Un’enorme, pesantissima struttura a forma di ziggurat invade la prima sezione della Duveen Gallery alla Tate. Si intitola Millbank Steps l’ultimo lavoro di Anthony Caro commissionato in occasione della sua personale presso il museo. Un’opera che sembra portare finalmente a compimento il memorabile confronto scultura-architettura, costante nella produzione di Caro. Millbank Steps, che indugia sul confine fra le due discipline, è una struttura che invita a essere occupata, attraversata, ma che, allo stesso tempo, si dichiara non funzionale a questo passaggio fisico. In ciò afferma la sua intima essenza di scultura, il suo stato di appartenenza al mondo onirico dell’immaginazione e alla pura espressione della sensibilità. I monumentali gradini che conducono agli spazi espositivi si pongono come un’ennesima dichiarazione di fede nei confronti del valore scultoreo dell’opera e forse affermano la sua definitiva vittoria sull’architettura.
L’intera retrospettiva è giocata sul rapporto scultura-architettura, forma-spazio. Ed è lo spazio l’elemento di riferimento costante: dai primi lavori in creta degli anni ’50 in cui la figura cerca a fatica di svincolarsi dal piedestallo che ancora la isola dalla realtà, fino alle forme astratte degli anni successivi, liberamente radicate nello spazio reso complice dei movimenti dell’opera, delle sue metamorfosi ed eclissi; dalle sculture da tavolo che si protraggono al di sopra e al di sotto del supporto, alle forme più organiche e vagamente oniriche degli anni ’70.

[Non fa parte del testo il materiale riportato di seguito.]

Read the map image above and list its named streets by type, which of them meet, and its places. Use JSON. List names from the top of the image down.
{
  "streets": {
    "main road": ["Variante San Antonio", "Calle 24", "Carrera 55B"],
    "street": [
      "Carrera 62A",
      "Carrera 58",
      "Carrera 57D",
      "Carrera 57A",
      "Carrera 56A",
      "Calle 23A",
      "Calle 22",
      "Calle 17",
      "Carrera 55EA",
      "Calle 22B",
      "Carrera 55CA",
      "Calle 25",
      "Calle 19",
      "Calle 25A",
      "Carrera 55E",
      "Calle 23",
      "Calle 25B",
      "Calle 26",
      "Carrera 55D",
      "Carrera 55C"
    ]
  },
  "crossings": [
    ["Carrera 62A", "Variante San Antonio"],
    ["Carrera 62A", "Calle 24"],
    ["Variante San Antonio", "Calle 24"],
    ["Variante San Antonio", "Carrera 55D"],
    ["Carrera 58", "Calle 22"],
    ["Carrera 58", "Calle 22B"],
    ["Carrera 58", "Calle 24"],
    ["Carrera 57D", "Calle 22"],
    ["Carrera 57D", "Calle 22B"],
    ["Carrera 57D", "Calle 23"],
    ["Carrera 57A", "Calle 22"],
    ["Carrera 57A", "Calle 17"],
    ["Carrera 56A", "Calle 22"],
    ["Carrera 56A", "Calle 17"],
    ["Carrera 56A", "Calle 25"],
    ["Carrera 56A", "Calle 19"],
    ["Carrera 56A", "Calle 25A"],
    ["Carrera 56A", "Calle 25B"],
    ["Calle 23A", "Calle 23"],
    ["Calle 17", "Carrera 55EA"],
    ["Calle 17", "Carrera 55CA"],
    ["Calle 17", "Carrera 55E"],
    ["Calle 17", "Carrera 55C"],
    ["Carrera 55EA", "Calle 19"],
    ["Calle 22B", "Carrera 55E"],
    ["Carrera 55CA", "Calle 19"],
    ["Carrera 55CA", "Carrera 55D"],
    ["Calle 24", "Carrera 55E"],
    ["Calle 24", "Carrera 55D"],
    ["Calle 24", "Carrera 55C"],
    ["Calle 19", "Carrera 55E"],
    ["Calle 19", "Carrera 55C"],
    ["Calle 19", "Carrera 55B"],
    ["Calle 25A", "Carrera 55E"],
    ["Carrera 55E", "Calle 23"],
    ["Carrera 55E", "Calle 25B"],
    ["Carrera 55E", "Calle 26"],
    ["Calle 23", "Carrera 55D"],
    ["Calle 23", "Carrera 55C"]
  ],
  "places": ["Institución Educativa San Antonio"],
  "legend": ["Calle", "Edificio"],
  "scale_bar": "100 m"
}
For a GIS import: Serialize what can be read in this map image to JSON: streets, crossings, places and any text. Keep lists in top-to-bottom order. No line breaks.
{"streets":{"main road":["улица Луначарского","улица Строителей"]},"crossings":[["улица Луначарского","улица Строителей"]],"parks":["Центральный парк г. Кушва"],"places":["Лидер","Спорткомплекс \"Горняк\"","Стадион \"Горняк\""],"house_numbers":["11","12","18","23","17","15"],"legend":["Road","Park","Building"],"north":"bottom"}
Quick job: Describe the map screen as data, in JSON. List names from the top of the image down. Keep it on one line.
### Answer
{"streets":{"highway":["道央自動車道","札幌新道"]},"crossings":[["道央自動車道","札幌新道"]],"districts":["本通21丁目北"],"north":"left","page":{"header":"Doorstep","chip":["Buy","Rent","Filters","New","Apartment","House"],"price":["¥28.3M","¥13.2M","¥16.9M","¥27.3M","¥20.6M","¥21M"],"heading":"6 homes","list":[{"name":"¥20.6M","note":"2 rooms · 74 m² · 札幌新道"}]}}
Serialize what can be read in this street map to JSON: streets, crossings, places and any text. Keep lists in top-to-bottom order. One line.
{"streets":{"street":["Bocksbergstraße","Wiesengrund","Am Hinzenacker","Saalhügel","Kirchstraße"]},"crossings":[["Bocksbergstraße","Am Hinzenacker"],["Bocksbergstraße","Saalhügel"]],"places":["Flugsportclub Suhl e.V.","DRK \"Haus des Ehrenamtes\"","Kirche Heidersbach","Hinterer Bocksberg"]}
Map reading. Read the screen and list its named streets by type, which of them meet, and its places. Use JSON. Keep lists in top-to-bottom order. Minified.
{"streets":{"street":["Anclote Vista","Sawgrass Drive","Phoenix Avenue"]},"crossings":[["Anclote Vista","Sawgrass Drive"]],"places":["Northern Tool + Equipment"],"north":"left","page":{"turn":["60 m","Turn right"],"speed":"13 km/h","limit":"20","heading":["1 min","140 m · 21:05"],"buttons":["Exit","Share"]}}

Negli anni ‘60 la superficie si copre di lacche metallizzate, espandendosi nel rosso squillante di Early One Morning o nel giallo acceso di Sunfeast: la scultura sfida se stessa, riducendo la sua sostanza a poche linee essenziali, usando il colore come mezzo di estensione. La smaterializzazione porta alla purezza espressiva, spinge la forma al suo limite estremo di sintesi. Negli anni ’70 e ‘80 tonalità accese e strutture minimaliste lasciano spazio al libero dispiegarsi della lastra metallica, cristallizzata in assemblaggi dal retaggio figurativo, o talvolta matrice di vere e proprie strutture architettoniche, volutamente impenetrabili e antifunzionali. Xanadu e Elephant Palace si ispirano ai templi greci, sono architetture impraticabili che ostentano un’epidermide grezza e caliginosa, priva di connotazioni coloristiche e depositaria di una vaga sensualità antropomorfa.
Il percorso espositivo si chiude con The last Judgement, complesso scultoreo a cui Caro ha lavorato tra il 1995 ed il 1999 facendo riferimento agli orrori e alle devastazioni della guerra in Bosnia e Rwanda. Anche il percorso stilistico trova un suo punto di arrivo. Il linguaggio scultoreo si piega ad un espressionismo di grande impatto comunicativo e la sintesi formale si fonda, questa volta, su un assunto di stampo narrativo. Un violento atto d’accusa contro la crudeltà umana. Una lucida rappresentazione del mondo quale incontenibile catastrofe di insanabile sofferenza.